• _Task to complete_: Look through the data below for the line with "position:relative; width:1991px; height:708px;" and the line with "translate:-100% -50%; text-align:right", then output those two and all lines in between, exactly as written.

Stored items
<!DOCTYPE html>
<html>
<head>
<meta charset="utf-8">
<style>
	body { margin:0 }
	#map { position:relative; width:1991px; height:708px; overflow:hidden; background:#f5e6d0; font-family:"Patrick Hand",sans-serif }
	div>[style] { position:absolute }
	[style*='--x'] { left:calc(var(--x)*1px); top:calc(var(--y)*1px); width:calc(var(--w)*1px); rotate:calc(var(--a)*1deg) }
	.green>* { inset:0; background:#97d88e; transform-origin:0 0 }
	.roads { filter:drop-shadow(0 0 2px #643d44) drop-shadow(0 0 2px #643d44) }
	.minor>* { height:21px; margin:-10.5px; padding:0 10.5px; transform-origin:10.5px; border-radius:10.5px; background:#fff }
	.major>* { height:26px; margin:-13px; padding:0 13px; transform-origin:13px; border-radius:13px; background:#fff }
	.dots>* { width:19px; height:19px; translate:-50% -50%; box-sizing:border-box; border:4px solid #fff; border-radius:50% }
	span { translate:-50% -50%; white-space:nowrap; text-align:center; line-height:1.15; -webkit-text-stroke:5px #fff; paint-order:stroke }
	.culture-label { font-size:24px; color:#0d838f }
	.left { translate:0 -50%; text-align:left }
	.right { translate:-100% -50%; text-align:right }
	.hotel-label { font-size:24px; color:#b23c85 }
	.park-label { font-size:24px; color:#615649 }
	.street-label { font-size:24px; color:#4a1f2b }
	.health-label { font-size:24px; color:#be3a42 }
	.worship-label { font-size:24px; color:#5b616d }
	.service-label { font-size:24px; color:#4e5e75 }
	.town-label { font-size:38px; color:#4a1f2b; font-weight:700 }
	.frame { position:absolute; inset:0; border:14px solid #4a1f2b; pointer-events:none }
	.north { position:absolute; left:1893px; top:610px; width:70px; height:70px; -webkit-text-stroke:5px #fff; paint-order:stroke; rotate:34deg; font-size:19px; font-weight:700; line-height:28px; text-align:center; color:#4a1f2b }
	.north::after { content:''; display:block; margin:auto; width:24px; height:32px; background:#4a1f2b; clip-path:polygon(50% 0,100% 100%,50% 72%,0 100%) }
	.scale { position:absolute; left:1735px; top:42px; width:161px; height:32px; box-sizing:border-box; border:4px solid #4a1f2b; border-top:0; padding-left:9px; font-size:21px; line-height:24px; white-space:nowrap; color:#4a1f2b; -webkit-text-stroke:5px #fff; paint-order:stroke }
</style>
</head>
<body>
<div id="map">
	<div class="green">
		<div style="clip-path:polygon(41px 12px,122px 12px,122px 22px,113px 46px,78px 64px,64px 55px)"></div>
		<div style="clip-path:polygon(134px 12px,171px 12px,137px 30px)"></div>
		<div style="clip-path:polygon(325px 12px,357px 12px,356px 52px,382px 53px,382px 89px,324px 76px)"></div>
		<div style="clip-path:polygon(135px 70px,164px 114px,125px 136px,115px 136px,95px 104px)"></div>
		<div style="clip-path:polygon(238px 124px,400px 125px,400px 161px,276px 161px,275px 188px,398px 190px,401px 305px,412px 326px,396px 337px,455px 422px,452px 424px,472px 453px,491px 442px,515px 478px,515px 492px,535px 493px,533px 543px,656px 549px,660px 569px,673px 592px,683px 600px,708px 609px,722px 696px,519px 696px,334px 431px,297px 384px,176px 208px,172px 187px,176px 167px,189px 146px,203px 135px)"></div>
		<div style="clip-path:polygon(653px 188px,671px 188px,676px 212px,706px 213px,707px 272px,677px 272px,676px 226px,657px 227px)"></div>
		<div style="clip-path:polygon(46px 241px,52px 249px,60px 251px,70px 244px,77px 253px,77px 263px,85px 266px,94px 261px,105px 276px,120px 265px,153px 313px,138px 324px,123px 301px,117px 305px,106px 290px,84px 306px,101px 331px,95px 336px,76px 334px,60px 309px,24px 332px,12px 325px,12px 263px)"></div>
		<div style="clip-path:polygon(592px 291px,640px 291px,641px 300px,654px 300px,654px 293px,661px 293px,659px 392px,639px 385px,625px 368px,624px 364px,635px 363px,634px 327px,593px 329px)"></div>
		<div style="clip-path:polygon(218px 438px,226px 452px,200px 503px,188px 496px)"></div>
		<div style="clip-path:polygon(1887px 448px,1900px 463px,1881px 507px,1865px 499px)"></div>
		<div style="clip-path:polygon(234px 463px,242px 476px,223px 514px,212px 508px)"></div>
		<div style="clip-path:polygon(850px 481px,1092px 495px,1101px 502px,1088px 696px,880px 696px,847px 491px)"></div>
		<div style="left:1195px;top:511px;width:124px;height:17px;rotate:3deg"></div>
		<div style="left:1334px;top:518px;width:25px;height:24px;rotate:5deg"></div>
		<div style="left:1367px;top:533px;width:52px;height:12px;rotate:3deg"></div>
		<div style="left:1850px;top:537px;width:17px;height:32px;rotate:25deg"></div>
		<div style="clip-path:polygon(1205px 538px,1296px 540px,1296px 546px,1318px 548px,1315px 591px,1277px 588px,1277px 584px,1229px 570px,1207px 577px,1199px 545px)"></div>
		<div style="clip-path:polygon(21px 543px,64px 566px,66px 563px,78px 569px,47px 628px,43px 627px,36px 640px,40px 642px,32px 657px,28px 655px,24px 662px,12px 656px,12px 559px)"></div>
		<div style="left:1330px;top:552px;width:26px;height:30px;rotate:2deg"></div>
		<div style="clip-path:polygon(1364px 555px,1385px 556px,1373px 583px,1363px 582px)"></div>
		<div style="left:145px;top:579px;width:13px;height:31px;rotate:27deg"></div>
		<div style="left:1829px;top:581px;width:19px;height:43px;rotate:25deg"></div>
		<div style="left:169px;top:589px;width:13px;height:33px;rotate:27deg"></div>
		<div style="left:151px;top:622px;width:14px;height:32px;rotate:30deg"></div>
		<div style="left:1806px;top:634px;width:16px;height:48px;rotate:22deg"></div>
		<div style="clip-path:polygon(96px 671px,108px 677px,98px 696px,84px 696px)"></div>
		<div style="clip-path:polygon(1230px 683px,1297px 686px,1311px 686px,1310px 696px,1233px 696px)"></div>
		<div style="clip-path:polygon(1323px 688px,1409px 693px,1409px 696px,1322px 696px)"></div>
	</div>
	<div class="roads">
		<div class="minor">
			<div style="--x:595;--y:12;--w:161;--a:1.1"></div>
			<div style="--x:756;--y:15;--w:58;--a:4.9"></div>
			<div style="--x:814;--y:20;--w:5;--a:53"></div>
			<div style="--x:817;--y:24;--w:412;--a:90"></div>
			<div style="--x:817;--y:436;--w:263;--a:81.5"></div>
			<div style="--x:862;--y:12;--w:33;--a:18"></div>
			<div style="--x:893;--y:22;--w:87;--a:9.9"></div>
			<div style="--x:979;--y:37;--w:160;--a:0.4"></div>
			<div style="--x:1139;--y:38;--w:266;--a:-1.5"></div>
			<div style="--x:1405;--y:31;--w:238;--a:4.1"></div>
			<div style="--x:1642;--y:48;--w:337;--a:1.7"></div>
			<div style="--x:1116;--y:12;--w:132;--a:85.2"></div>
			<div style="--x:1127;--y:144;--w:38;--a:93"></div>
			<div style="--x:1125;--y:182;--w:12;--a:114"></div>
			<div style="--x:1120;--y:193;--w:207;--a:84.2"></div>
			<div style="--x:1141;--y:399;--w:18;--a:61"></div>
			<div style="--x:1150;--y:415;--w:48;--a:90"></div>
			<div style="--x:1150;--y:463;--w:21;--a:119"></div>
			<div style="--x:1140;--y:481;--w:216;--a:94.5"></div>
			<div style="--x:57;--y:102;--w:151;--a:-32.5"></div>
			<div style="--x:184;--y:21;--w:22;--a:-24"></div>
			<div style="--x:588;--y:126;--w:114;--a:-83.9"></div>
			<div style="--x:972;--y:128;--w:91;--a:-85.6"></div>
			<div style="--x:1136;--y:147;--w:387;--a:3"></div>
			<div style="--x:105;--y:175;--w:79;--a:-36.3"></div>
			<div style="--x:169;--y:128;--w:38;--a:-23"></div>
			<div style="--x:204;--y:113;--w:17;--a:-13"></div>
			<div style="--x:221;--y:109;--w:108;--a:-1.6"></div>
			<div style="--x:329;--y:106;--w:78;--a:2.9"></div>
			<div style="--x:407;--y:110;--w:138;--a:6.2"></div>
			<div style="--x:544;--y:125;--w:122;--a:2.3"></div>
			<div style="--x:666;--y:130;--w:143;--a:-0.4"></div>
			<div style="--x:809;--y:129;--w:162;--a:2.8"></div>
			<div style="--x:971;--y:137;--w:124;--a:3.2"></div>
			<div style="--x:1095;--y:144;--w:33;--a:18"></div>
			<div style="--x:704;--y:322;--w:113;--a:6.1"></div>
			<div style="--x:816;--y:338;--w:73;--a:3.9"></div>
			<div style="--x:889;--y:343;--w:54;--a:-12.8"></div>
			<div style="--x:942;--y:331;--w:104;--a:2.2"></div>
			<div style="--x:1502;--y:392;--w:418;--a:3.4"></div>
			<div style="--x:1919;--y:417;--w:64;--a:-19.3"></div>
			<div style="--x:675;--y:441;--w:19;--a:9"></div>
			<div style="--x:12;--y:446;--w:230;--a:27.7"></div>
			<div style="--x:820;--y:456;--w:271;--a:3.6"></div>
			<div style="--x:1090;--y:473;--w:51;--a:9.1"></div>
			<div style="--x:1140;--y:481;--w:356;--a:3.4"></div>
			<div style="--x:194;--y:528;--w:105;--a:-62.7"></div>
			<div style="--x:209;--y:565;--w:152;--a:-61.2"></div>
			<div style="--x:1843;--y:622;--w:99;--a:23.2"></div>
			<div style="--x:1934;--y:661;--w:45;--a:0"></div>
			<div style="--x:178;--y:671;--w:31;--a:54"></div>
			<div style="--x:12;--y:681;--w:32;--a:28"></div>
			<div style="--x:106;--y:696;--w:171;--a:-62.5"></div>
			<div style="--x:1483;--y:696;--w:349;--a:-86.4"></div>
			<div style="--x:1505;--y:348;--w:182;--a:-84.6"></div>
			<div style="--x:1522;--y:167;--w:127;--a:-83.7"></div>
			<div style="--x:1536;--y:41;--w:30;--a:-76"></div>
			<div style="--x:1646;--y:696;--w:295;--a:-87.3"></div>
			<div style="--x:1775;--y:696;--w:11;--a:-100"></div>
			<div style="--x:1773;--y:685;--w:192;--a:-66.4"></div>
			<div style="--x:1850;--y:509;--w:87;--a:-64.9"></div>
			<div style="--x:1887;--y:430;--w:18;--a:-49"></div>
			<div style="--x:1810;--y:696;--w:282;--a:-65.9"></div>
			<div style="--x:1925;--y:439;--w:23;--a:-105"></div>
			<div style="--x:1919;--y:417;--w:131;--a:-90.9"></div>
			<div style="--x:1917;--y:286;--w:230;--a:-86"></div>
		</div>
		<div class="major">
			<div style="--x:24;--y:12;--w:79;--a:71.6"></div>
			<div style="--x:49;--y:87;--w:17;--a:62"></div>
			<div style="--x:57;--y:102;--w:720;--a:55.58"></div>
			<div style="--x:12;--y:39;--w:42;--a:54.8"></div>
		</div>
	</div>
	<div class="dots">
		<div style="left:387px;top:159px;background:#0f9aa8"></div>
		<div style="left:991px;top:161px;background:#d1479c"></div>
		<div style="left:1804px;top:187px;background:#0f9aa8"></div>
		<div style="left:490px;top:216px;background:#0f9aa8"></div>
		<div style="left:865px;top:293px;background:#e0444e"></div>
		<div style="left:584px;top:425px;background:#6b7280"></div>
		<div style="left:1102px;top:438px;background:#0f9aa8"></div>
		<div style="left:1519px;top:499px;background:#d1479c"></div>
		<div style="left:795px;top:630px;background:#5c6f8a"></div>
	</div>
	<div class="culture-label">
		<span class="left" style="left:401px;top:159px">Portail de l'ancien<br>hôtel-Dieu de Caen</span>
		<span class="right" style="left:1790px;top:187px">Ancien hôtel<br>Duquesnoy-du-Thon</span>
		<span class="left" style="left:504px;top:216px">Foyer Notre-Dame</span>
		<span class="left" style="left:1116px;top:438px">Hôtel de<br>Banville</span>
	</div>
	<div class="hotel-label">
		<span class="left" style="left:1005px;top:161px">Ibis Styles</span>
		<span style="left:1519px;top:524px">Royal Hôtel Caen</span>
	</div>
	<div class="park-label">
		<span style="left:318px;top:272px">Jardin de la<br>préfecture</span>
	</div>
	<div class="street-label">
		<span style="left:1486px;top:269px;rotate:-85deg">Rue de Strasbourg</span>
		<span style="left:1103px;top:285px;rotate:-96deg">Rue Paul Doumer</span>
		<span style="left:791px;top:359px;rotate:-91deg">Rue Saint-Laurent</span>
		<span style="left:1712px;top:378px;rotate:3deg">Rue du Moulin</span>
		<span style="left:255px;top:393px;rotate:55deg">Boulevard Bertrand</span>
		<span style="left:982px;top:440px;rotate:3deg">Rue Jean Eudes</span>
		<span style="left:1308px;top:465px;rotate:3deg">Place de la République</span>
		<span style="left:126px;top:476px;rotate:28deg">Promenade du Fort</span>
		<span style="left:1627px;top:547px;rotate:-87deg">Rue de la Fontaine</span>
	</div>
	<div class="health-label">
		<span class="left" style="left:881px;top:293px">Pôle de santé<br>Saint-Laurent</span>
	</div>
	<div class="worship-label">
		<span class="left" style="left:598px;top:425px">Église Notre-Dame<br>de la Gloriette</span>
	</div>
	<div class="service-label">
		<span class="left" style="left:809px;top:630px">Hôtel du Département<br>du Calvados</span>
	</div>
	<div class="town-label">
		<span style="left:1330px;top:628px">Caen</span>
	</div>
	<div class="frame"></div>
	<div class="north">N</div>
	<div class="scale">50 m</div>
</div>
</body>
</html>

• _Expected output_:
	#map { position:relative; width:1991px; height:708px; overflow:hidden; background:#f5e6d0; font-family:"Patrick Hand",sans-serif }
	div>[style] { position:absolute }
	[style*='--x'] { left:calc(var(--x)*1px); top:calc(var(--y)*1px); width:calc(var(--w)*1px); rotate:calc(var(--a)*1deg) }
	.green>* { inset:0; background:#97d88e; transform-origin:0 0 }
	.roads { filter:drop-shadow(0 0 2px #643d44) drop-shadow(0 0 2px #643d44) }
	.minor>* { height:21px; margin:-10.5px; padding:0 10.5px; transform-origin:10.5px; border-radius:10.5px; background:#fff }
	.major>* { height:26px; margin:-13px; padding:0 13px; transform-origin:13px; border-radius:13px; background:#fff }
	.dots>* { width:19px; height:19px; translate:-50% -50%; box-sizing:border-box; border:4px solid #fff; border-radius:50% }
	span { translate:-50% -50%; white-space:nowrap; text-align:center; line-height:1.15; -webkit-text-stroke:5px #fff; paint-order:stroke }
	.culture-label { font-size:24px; color:#0d838f }
	.left { translate:0 -50%; text-align:left }
	.right { translate:-100% -50%; text-align:right }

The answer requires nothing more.